Cosby plays Leonard Parker, a CIA agent who retired seven years ago and now runs the most successful swanky restaurant in San Francisco. Like most retired government employees, he is a millionaire. (Wait, what?) The CIA needs him back, though, because an evil villainess named Medusa Johnson (Gloria Foster) is planning to take over the world by sending specially trained animals to attack people. She already sent a growling rainbow trout to kill a CIA agent in his swimming pool. Yes, really. Yes, it’s weird. No, it’s not funny. Please, hold your questions until the end.
The CIA is led by Joe Don Baker, which explains a lot of its problems. It is he who insists Leonard is the only one who can stop Medusa. He says this to a room full of other CIA operatives. How do you think that makes them feel? Joe Don Baker should be more considerate of people’s feelings, that’s all I’m saying. To convince Leonard to come back, Joe Don Baker sends an assassin to try to kill him, figuring that if the hitman fails, it will prove Leonard really is America’s best agent. I hope Joe Don Baker never wants to recruit me for something! (Actually, I have always had the vague inkling that this was my position, but not until now have I fully understood why.)

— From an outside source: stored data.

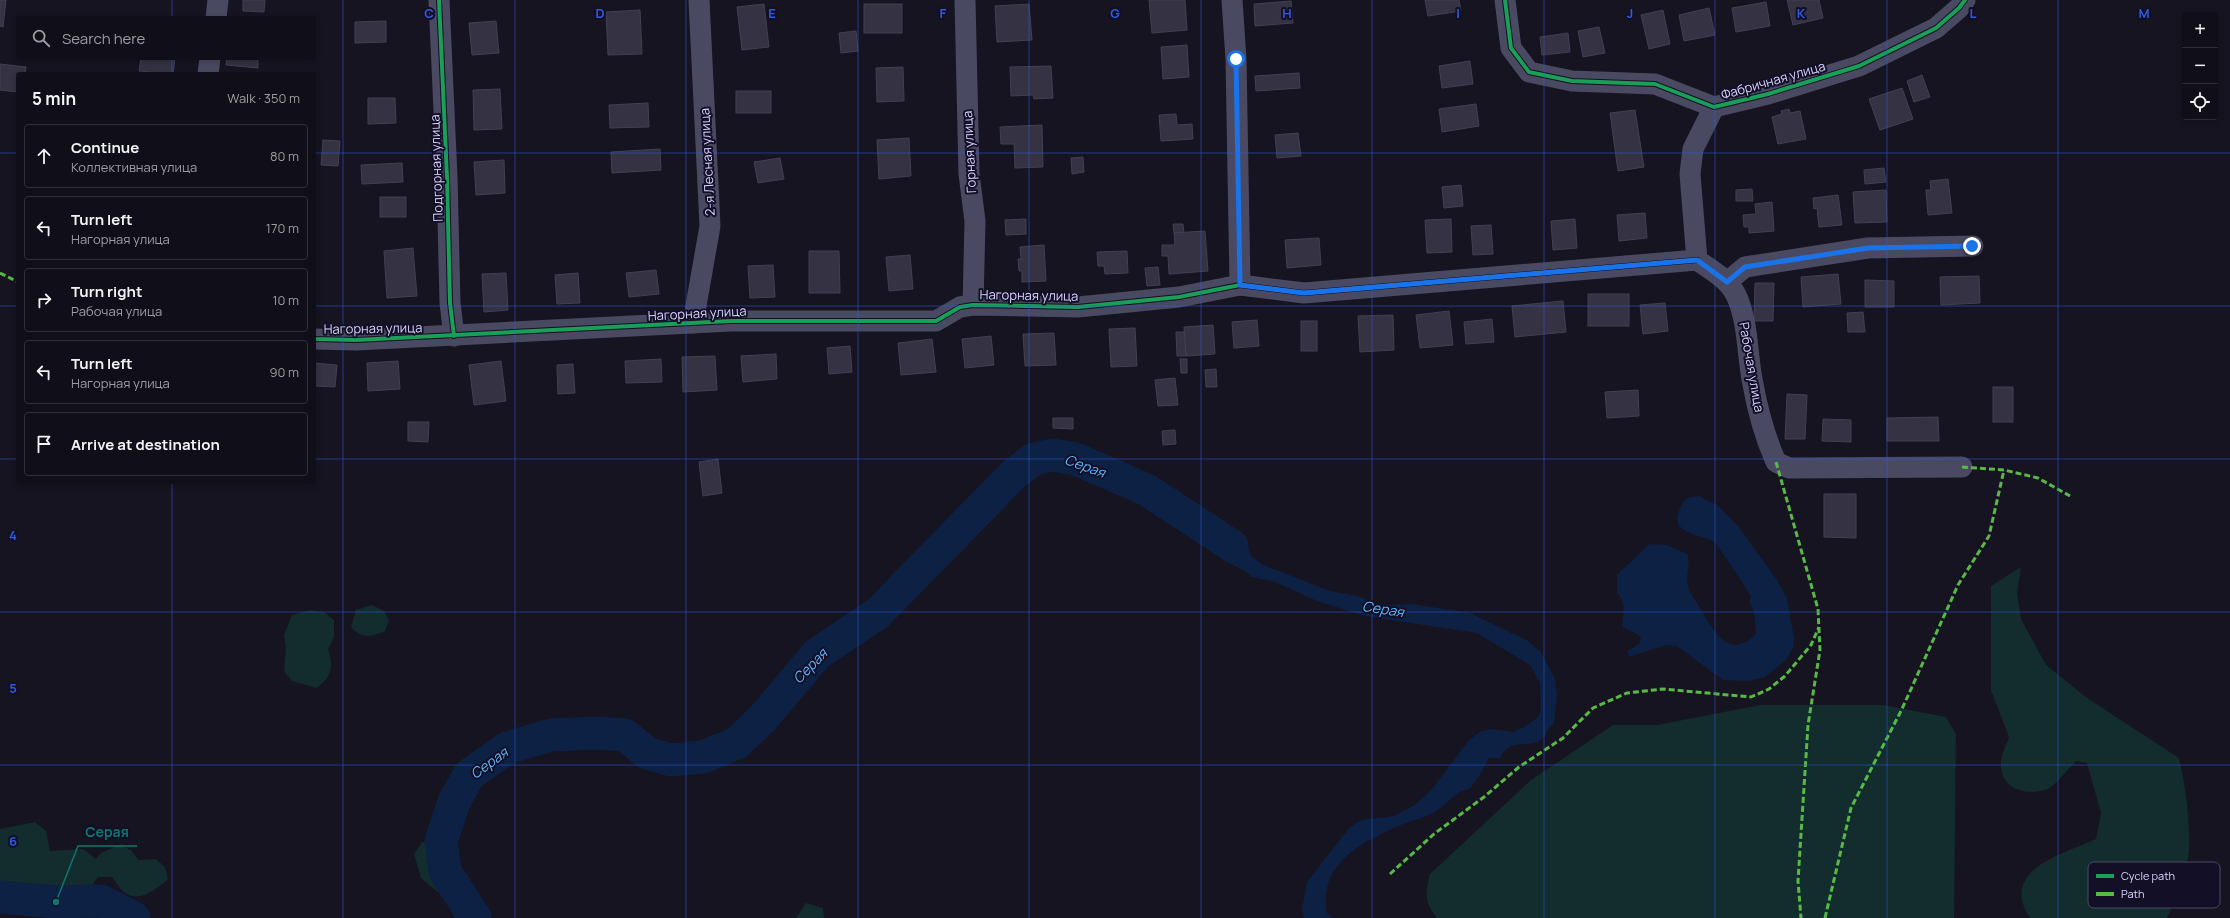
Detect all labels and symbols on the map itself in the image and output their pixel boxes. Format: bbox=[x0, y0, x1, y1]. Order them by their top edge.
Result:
text: C bbox=[424, 4, 434, 22]
text: D bbox=[595, 4, 605, 22]
text: E bbox=[768, 4, 776, 22]
text: F bbox=[940, 4, 947, 22]
text: G bbox=[1110, 4, 1120, 22]
text: H bbox=[1282, 4, 1292, 22]
text: I bbox=[1456, 4, 1460, 22]
text: J bbox=[1627, 4, 1633, 22]
text: K bbox=[1797, 4, 1806, 22]
text: L bbox=[1970, 4, 1977, 22]
text: M bbox=[2138, 4, 2150, 22]
route start bbox=[1227, 50, 1245, 68]
street label: Фабричная улица bbox=[1719, 57, 1827, 103]
street label: 2-я Лесная улица bbox=[695, 108, 719, 216]
street label: Горная улица bbox=[958, 110, 980, 194]
street label: Подгорная улица bbox=[425, 114, 447, 222]
route end bbox=[1963, 237, 1981, 255]
street label: Нагорная улица bbox=[979, 285, 1079, 305]
street label: Нагорная улица bbox=[647, 301, 747, 325]
street label: Нагорная улица bbox=[323, 318, 423, 338]
street label: Рабочая улица bbox=[1735, 321, 1769, 413]
water label: Серая bbox=[1062, 449, 1109, 482]
text: 4 bbox=[9, 526, 17, 544]
water label: Серая bbox=[1361, 596, 1407, 621]
water label: Серая bbox=[788, 643, 832, 687]
text: 5 bbox=[9, 679, 17, 697]
water label: Серая bbox=[466, 742, 512, 783]
callout: Серая bbox=[78, 820, 137, 846]
text: Серая bbox=[85, 822, 129, 841]
text: 6 bbox=[9, 832, 17, 850]
legend bbox=[2088, 862, 2220, 908]
text: Cycle path bbox=[2121, 868, 2175, 883]
text: Path bbox=[2121, 886, 2144, 901]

Leonard survives the assassin’s attack, but I don’t know if that really proves anything. If the CIA is so incompetent that it has to call in long-retired agents just to deal with one trout-wielding lunatic, how can we expect them to be any good at assassinations? The guy they sent really was mediocre, too, so for all we know Leonard could be only slightly better than mediocre. Of course, he could also be only slightly better than mediocre and still be the best agent in the CIA. So we’ve come full circle.

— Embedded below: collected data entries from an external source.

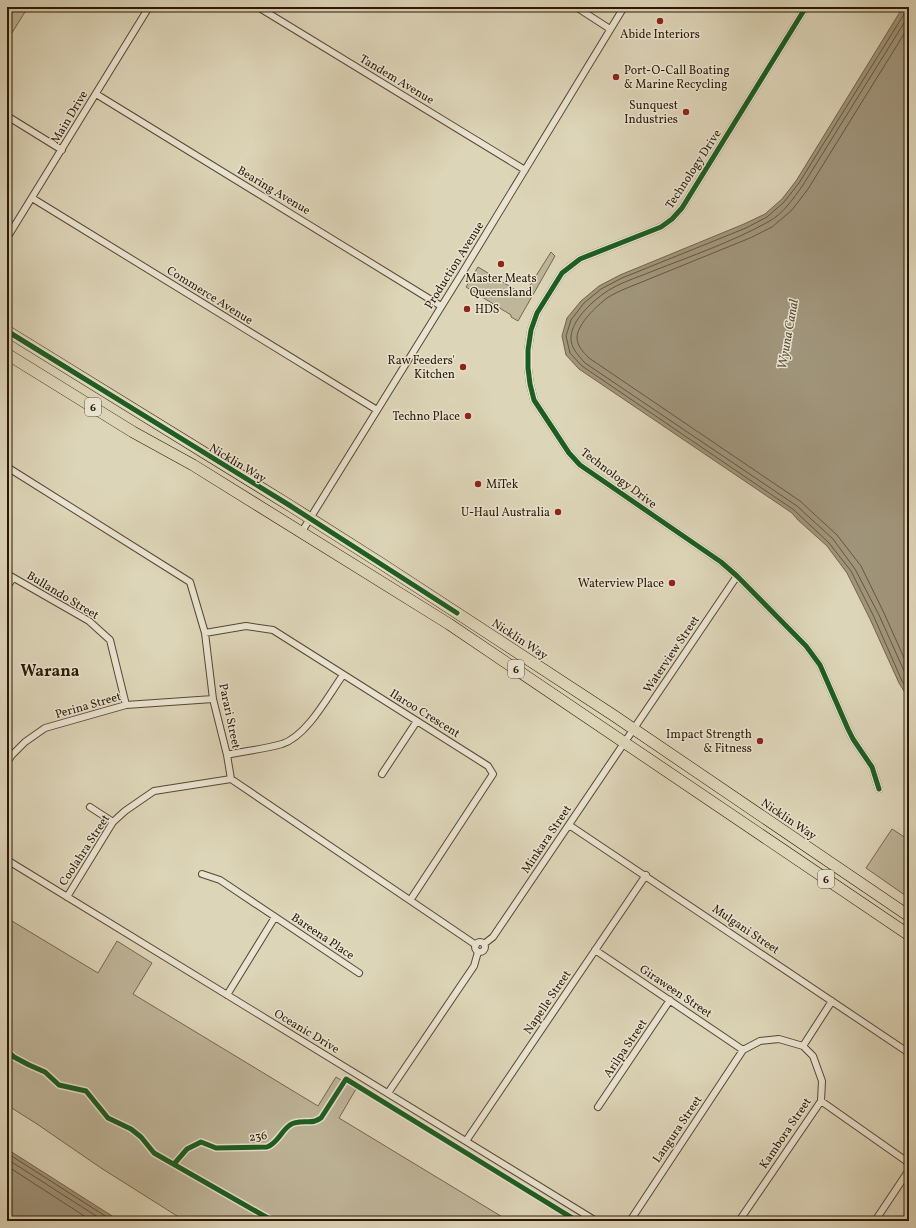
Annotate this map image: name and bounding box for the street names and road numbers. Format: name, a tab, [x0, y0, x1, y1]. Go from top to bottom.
street label: Tandem Avenue	[356, 51, 437, 109]
street label: Main Drive	[48, 88, 92, 147]
street label: Technology Drive	[662, 127, 726, 212]
street label: Bearing Avenue	[234, 163, 313, 219]
street label: Production Avenue	[421, 218, 488, 312]
street label: Commerce Avenue	[163, 263, 256, 329]
road number: 6	[85, 398, 101, 416]
street label: Nicklin Way	[206, 441, 269, 487]
street label: Technology Drive	[577, 445, 660, 513]
street label: Bullando Street	[23, 568, 102, 624]
street label: Waterview Street	[640, 613, 704, 696]
street label: Nicklin Way	[488, 616, 551, 664]
road number: 6	[508, 660, 524, 678]
street label: Parari Street	[214, 682, 244, 750]
street label: Ilaroo Crescent	[386, 686, 463, 742]
street label: Perina Street	[53, 689, 123, 723]
street label: Nicklin Way	[758, 795, 820, 845]
street label: Minkara Street	[518, 802, 576, 877]
street label: Coolahra Street	[56, 812, 114, 889]
road number: 6	[818, 870, 834, 888]
street label: Mulgani Street	[709, 901, 782, 958]
street label: Bareena Place	[288, 910, 357, 964]
street label: Giraween Street	[636, 962, 715, 1022]
street label: Napelle Street	[520, 967, 575, 1038]
street label: Oceanic Drive	[271, 1006, 342, 1058]
street label: Arilpa Street	[600, 1016, 651, 1081]
street label: Langura Street	[649, 1093, 706, 1166]
street label: Kambora Street	[756, 1095, 816, 1172]
street label: 236	[248, 1128, 268, 1146]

Also, why is the CIA involved at all? This is a matter for a law-enforcement agency, not an intelligence agency. That sort of thing perturbs me.
Leonard refuses to rejoin the CIA because it broke up his marriage, which is why he quit in the first place. His reluctance to get involved is a boon to the film, however, as it is now free to present a bizarre and unnecessary subplot involving Leonard’s 20-something daughter, Joan (Victoria Rowell), an aspiring actress who is dating her 66-year-old director. These sitcom-style shenanigans were perhaps intended to remind 1980s viewers of the times when they liked Bill Cosby, i.e., Thursdays, at 8/7 Central.
So the movie’s been going for what feels like a couple hours and still no espionage action. Don’t worry, though — Leonard is just about to change his mind and rejoin the CIA! But first he is thrilled to secure a dinner date with his ex-wife, Allison (Pat Colbert), who has refused to speak to him since the divorce. He’s so excited that he kisses his butler on the mouth (hot!), takes off his shirt (hawwt!) and embarks on a three-minute montage detailing his preparations for the date. This is a refreshing change from most spy comedies, which tend to focus on predictable things like spying and comedy. The date turns out to be an excuse for Allison to dump food on Leonard, as she has not yet forgiven him for the events that led to their divorce. The food-dumping scene lasts for at least 20 minutes, I’m sure of it, and Allison is very calm throughout, as if doped up on Vicodin, which produces envy in the mind of the viewer. Leonard, seeing that there is no chance of reconciliation with his wife, finally agrees to help the CIA save the world, just as the film enters its fourth hour.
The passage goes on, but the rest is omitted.